Content starts

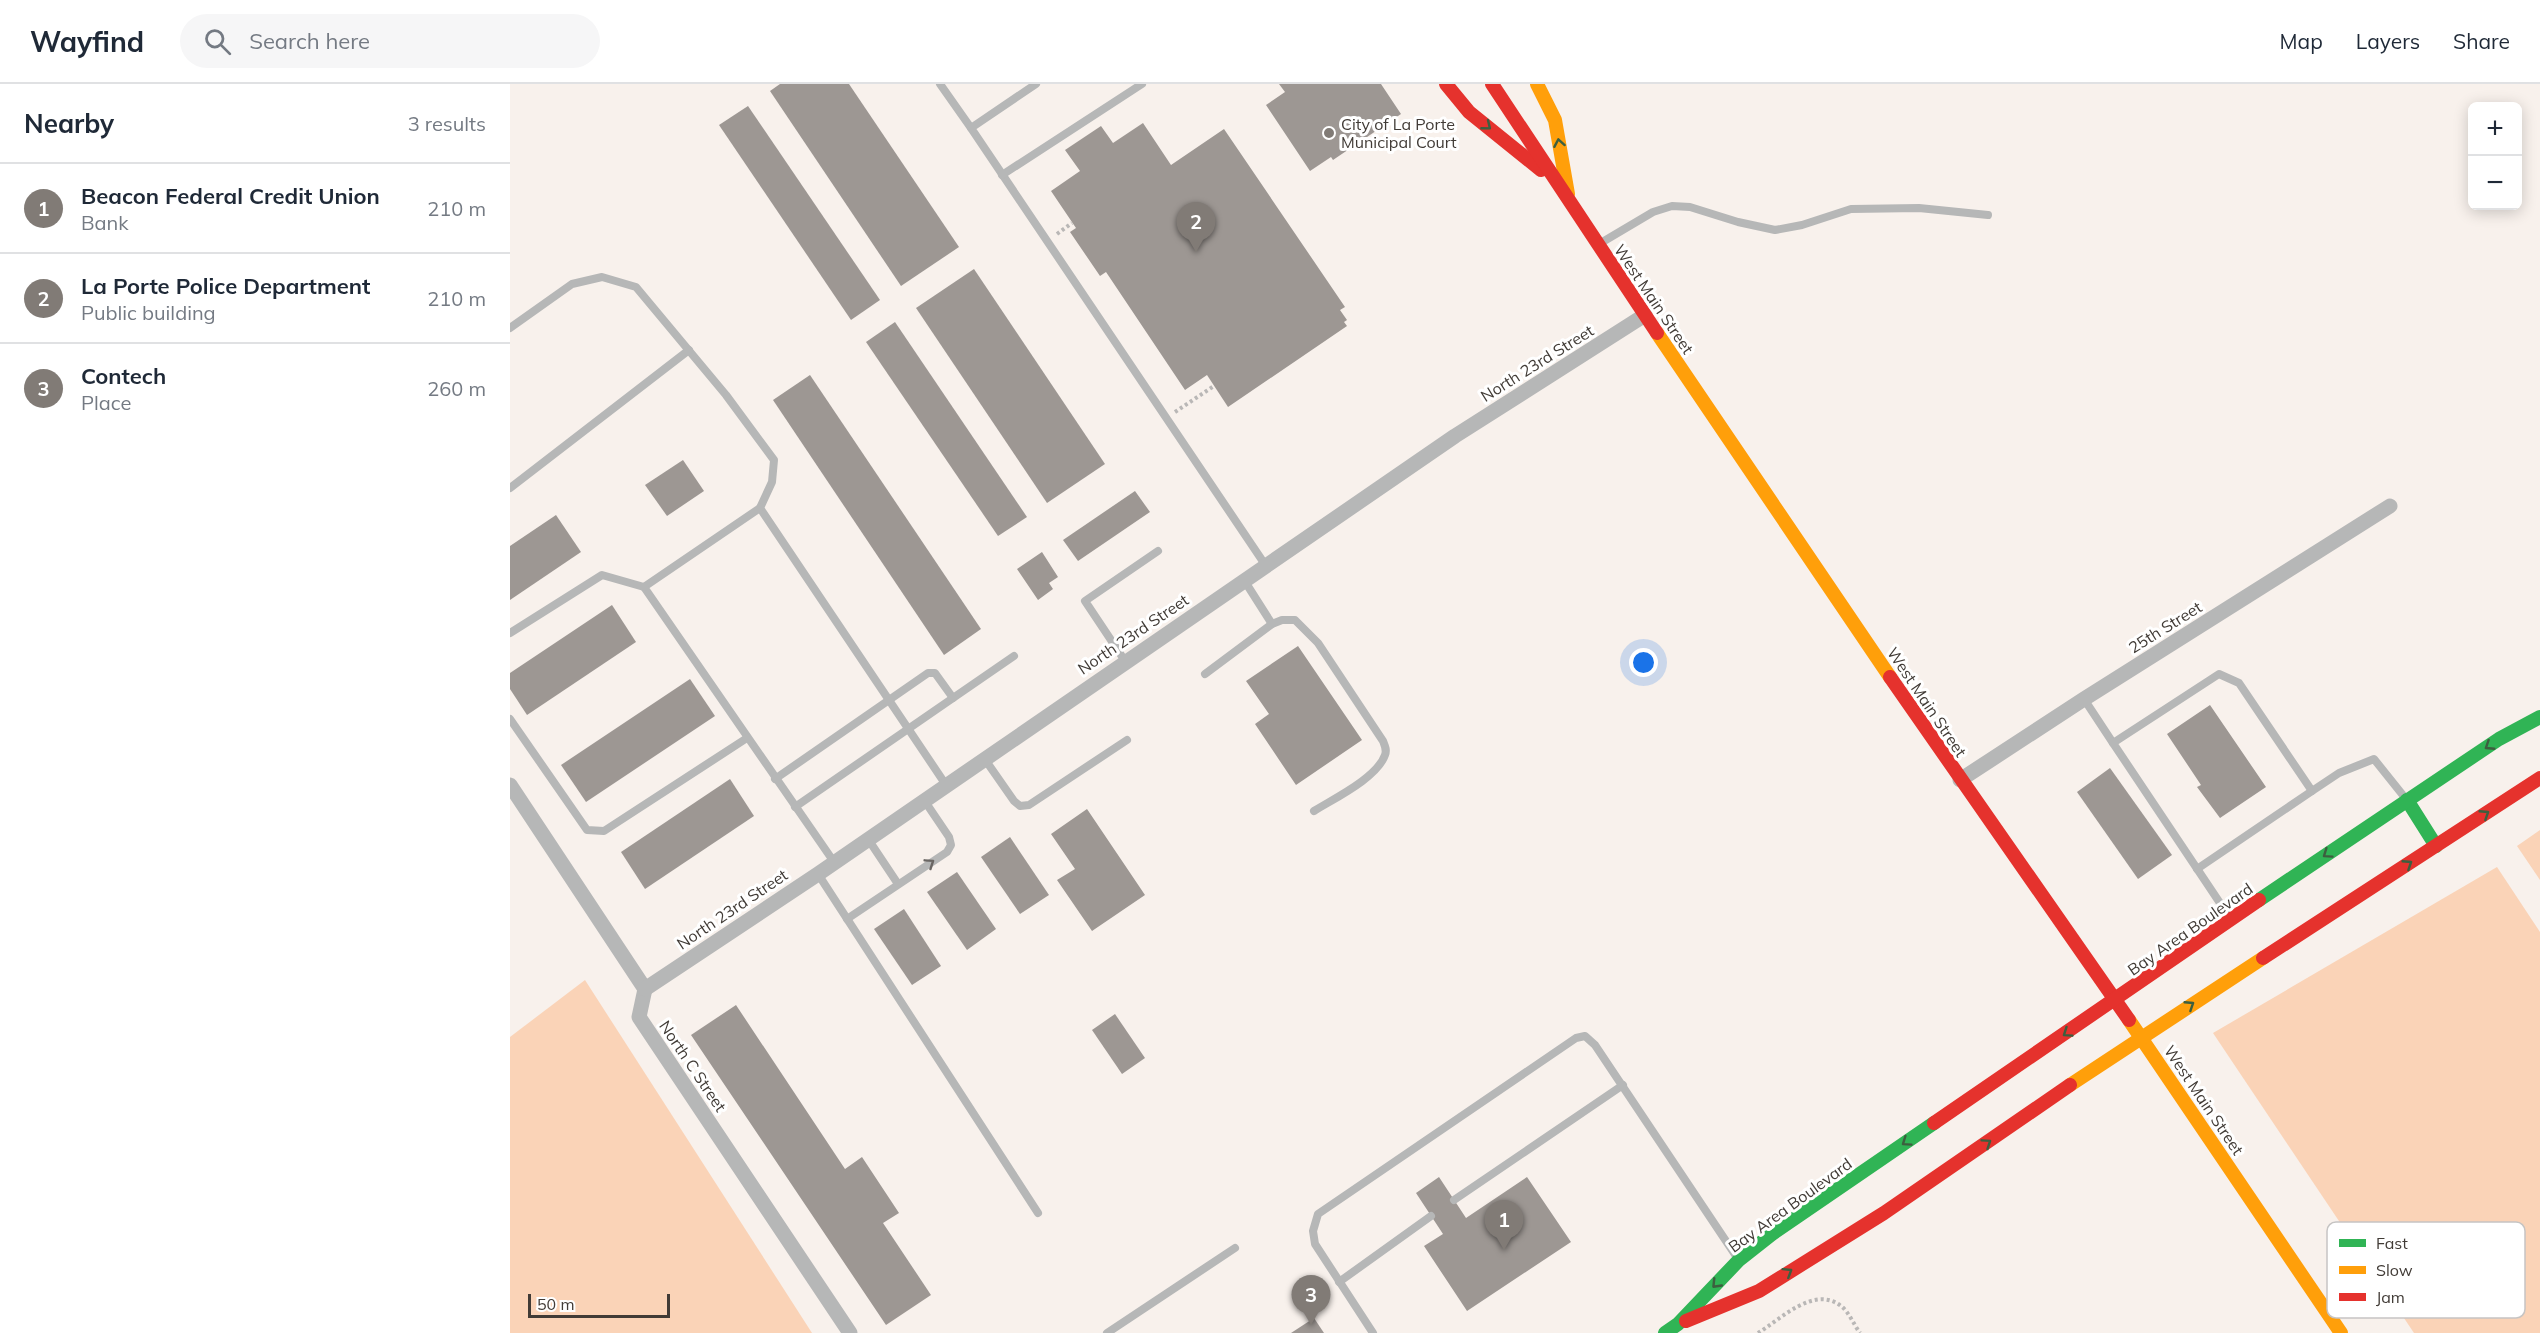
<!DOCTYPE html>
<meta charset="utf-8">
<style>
:root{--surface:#fff;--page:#f6f6f7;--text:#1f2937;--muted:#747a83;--line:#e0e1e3;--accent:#817b76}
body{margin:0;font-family:Mulish,sans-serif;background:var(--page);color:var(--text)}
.controls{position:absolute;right:18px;top:18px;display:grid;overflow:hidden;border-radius:9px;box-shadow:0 3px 15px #0003}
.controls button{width:54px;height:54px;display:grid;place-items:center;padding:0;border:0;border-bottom:2px solid var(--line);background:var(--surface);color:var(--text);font:30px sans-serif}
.scale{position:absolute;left:18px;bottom:15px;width:142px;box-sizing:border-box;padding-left:6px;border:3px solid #413b36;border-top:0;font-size:16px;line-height:21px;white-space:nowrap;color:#413b36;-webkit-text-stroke:4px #fff;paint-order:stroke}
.you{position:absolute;left:1134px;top:579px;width:21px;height:21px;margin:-15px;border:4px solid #fff;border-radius:50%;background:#1a73e8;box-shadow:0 0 0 9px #1a73e833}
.badge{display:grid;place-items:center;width:39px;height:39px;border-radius:50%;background:var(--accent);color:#fff;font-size:20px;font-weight:700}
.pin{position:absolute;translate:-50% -50px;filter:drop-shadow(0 2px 3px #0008)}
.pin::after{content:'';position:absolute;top:32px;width:21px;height:18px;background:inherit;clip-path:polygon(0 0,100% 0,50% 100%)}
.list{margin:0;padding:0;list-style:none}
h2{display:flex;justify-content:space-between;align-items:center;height:78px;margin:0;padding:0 24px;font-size:26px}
h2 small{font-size:20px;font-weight:400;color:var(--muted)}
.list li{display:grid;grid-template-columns:39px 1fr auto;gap:18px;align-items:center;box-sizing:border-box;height:90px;padding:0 24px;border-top:2px solid var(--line)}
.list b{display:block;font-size:22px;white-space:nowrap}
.list p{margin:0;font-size:20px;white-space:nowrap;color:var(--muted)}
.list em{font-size:20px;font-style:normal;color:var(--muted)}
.icon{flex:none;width:33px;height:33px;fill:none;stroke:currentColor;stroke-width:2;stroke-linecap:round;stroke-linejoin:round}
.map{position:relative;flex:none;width:2030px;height:1249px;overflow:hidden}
header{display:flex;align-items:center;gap:36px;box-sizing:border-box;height:84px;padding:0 30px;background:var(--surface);border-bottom:2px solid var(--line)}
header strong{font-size:28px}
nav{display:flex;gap:33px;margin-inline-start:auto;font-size:21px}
.search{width:420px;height:54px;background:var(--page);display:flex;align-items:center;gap:15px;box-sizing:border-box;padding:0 21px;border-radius:33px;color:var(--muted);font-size:22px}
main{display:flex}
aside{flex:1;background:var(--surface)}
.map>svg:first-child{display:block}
.green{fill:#fad3b7}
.building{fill:#9d9793}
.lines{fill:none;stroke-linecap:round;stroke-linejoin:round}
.path{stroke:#b9b7b6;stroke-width:4;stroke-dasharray:3 3;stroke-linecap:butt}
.lane{stroke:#b6b7b7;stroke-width:8}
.street{stroke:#b6b7b7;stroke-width:15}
.fast{stroke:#30b455;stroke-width:14}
.slow{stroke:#ff9f0a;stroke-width:14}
.jam{stroke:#e5322d;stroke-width:14}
.oneway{stroke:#3c5f3f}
.oneway2{stroke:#6a6663}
.poi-dot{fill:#817b76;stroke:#fff;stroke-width:2}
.labels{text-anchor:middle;stroke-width:6;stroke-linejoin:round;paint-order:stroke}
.poi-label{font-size:16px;fill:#413b36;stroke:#fff;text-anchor:start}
.street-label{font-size:16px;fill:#413b36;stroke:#fff}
.key{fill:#fff;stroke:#c6c4c3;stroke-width:1.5}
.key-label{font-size:16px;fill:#413b36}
</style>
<header>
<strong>Wayfind</strong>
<div class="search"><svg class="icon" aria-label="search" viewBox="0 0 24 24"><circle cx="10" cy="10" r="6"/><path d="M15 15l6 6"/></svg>Search here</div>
<nav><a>Map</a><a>Layers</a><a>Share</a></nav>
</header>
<main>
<aside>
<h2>Nearby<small>3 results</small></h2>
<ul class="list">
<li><span class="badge">1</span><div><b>Beacon Federal Credit Union</b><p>Bank</p></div><em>210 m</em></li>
<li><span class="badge">2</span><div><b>La Porte Police Department</b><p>Public building</p></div><em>210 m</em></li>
<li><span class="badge">3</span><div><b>Contech</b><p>Place</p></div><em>260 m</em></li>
</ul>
</aside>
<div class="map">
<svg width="2030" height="1249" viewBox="0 0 2030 1249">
<rect width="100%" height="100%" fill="#f8f1ec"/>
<g class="green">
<polygon points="2030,746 2030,796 2007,762"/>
<polygon points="1987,783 2030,848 2030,1249 1904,1249 1703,949"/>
<polygon points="75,896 302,1249 0,1249 0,953"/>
</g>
<g class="building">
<polygon points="270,0 339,0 449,163 391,202 260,7"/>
<polygon points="769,0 871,0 891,30 823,76 821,73 800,87 756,21 775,8"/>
<polygon points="238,22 370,216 341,236 209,41"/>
<polygon points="633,39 661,81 714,45 835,223 830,226 837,236 834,238 837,242 718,323 697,291 675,306 596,188 590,192 560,148 566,144 541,107 570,87 555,66 591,42 603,59"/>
<polygon points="464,185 595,380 537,419 406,224"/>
<polygon points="385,238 517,433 488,452 356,258"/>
<polygon points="300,291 471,545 434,571 263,316"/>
<polygon points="173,376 194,407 157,432 135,401"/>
<polygon points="625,407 640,428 568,477 553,456"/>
<polygon points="46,431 71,468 0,516 0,462"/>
<polygon points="532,468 548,493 539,499 543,505 528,516 507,485"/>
<polygon points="102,521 126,558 17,631 0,605 0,589"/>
<polygon points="788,562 852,656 786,701 745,640 759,630 736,597"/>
<polygon points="180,595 205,632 76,718 51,681"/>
<polygon points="1700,621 1756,703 1710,734 1687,703 1691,701 1657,650"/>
<polygon points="1600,684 1662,771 1628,795 1567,708"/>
<polygon points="220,695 244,732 135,805 111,768"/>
<polygon points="577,725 635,811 582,847 547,796 565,785 541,750"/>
<polygon points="500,753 539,811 510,830 471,773"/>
<polygon points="447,788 486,845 457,866 417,808"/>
<polygon points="394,825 431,882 402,901 364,845"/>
<polygon points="226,921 335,1085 352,1073 389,1129 373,1139 421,1211 376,1241 181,951"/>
<polygon points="605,930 635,974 612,990 582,946"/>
<polygon points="929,1093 956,1134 1017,1093 1061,1158 957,1227 914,1162 933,1150 906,1109"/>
<polygon points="804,1234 814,1249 781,1249"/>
</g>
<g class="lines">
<g class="path">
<polyline points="547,150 562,139"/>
<polyline points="665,328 704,302"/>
<path d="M 1248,1249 C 1271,1235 1304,1201 1331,1222 C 1339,1228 1344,1241 1350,1249"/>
</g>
<g class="lane">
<polyline points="430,0 461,44"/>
<polyline points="526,0 461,44 756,482"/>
<polyline points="492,91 632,0"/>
<polyline points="1089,160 1143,128 1162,122 1180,123 1228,138 1265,146 1292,141 1341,125 1409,124 1478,131"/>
<polyline points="0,244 62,200 92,193 126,203 216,311 264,376 262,398 250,424 436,701"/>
<polyline points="0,404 179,266"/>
<polyline points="250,424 134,503 324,778"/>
<polyline points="734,496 762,540"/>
<polyline points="0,549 92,491 134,503"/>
<polyline points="615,577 575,517 648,467"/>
<path d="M 695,590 L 762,540 L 772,536 L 785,536 L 808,559 L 873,657 C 875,662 877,666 875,671 C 867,694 823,715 804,727"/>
<polyline points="1574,615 1603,659"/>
<polyline points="0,635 77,746 94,747 237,654"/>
<polyline points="474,674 504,717 510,722 519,721 617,656"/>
<polyline points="265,695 418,589 425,589 443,614 504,572"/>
<polyline points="285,723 443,614"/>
<polyline points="358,755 388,800"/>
<polyline points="1687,785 1802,707"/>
<polyline points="308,790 528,1129"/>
<polyline points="1720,834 1603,659 1709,590 1729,599 1802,707 1829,689 1864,675 1896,715"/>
<polyline points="337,835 437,768 441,761 439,753 414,716"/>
<polyline points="944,1116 1113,1001"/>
<polyline points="829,1198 921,1132"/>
<polyline points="597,1249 725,1164"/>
<polyline points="863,1249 805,1160 803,1147 808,1130 1066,954 1075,952 1085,961 1228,1175"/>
</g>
<g class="street">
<polyline points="1450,696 1574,615 1880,422"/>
<polyline points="0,701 135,905 129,933 340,1249"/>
<polyline points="135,905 308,790 945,352 1135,231"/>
</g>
<g class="fast">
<polyline points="1897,716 1926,762"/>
<polyline points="1749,816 1989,655 2030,633"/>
<polyline points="1155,1249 1168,1240 1229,1176 1262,1150 1424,1039"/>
</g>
<g class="slow">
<polyline points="1027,0 1045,36 1058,110"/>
<polyline points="1147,249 1380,593"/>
<polyline points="1619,936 1831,1249"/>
<polyline points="1560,1001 1753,874"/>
</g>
<g class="jam">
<polyline points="936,0 959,28 1031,86"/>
<polyline points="982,0 1147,249"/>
<polyline points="1380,593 1619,936"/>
<polyline points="1753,874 2030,694"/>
<polyline points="1424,1039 1749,816"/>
<polyline points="1176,1237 1249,1207 1374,1129 1560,1001"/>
</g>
</g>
<defs><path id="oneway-chevron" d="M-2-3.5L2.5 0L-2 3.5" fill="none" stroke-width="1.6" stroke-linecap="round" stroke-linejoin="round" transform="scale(1.5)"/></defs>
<g class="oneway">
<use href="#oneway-chevron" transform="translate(977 42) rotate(39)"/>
<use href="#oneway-chevron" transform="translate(1049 59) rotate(-100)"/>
<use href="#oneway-chevron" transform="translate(1979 662) rotate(147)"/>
<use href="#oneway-chevron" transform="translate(1975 730) rotate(-33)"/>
<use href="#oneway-chevron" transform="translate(1817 770) rotate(145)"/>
<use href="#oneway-chevron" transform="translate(1898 780) rotate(-33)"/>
<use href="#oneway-chevron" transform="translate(1680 921) rotate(-33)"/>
<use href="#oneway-chevron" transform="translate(1557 949) rotate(146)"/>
<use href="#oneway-chevron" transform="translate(1396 1058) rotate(145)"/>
<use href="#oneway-chevron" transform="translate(1477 1059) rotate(-34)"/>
<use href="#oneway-chevron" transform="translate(1278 1188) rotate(-32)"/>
<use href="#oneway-chevron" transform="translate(1206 1200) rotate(134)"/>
</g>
<use class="oneway2" href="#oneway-chevron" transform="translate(420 779) rotate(-34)"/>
<circle class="poi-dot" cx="819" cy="49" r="6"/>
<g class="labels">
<g class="poi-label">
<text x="831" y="46">City of La Porte<tspan x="831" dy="18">Municipal Court</tspan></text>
</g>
<g class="street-label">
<text transform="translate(1144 215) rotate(56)" y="6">West Main Street</text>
<text transform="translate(1027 279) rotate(-32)" y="6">North 23rd Street</text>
<text transform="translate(1655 543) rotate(-32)" y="6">25th Street</text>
<text transform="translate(623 550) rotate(-34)" y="6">North 23rd Street</text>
<text transform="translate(1417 618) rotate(56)" y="6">West Main Street</text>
<text transform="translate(222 825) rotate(-34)" y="6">North 23rd Street</text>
<text transform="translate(1680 845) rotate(-35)" y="6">Bay Area Boulevard</text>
<text transform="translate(183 982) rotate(56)" y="6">North C Street</text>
<text transform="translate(1694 1016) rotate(56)" y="6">West Main Street</text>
<text transform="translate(1280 1121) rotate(-36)" y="6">Bay Area Boulevard</text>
</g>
</g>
<rect x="1817" y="1138" width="198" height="96" rx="9" class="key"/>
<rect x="1829" y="1155" width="27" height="8" fill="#30b455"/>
<rect x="1829" y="1182" width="27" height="8" fill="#ff9f0a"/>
<rect x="1829" y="1209" width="27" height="8" fill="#e5322d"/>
<g class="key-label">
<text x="1866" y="1165">Fast</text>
<text x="1866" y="1192">Slow</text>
<text x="1866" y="1219">Jam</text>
</g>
</svg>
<div class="controls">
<button>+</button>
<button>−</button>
</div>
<div class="scale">50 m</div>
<div class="you"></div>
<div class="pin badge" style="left:994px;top:1166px">1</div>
<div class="pin badge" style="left:686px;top:168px">2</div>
<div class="pin badge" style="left:801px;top:1241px">3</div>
</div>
</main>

Content ends

=== TASK DESCRIPTION ===
Output, exactly as written, only the lines from the beginning of the listing through the line containing "-50px;filter:drop-shadow(0 2px 3px", both included, and no pictures.

=== RESULT OF THIS EXERCISE ===
<!DOCTYPE html>
<meta charset="utf-8">
<style>
:root{--surface:#fff;--page:#f6f6f7;--text:#1f2937;--muted:#747a83;--line:#e0e1e3;--accent:#817b76}
body{margin:0;font-family:Mulish,sans-serif;background:var(--page);color:var(--text)}
.controls{position:absolute;right:18px;top:18px;display:grid;overflow:hidden;border-radius:9px;box-shadow:0 3px 15px #0003}
.controls button{width:54px;height:54px;display:grid;place-items:center;padding:0;border:0;border-bottom:2px solid var(--line);background:var(--surface);color:var(--text);font:30px sans-serif}
.scale{position:absolute;left:18px;bottom:15px;width:142px;box-sizing:border-box;padding-left:6px;border:3px solid #413b36;border-top:0;font-size:16px;line-height:21px;white-space:nowrap;color:#413b36;-webkit-text-stroke:4px #fff;paint-order:stroke}
.you{position:absolute;left:1134px;top:579px;width:21px;height:21px;margin:-15px;border:4px solid #fff;border-radius:50%;background:#1a73e8;box-shadow:0 0 0 9px #1a73e833}
.badge{display:grid;place-items:center;width:39px;height:39px;border-radius:50%;background:var(--accent);color:#fff;font-size:20px;font-weight:700}
.pin{position:absolute;translate:-50% -50px;filter:drop-shadow(0 2px 3px #0008)}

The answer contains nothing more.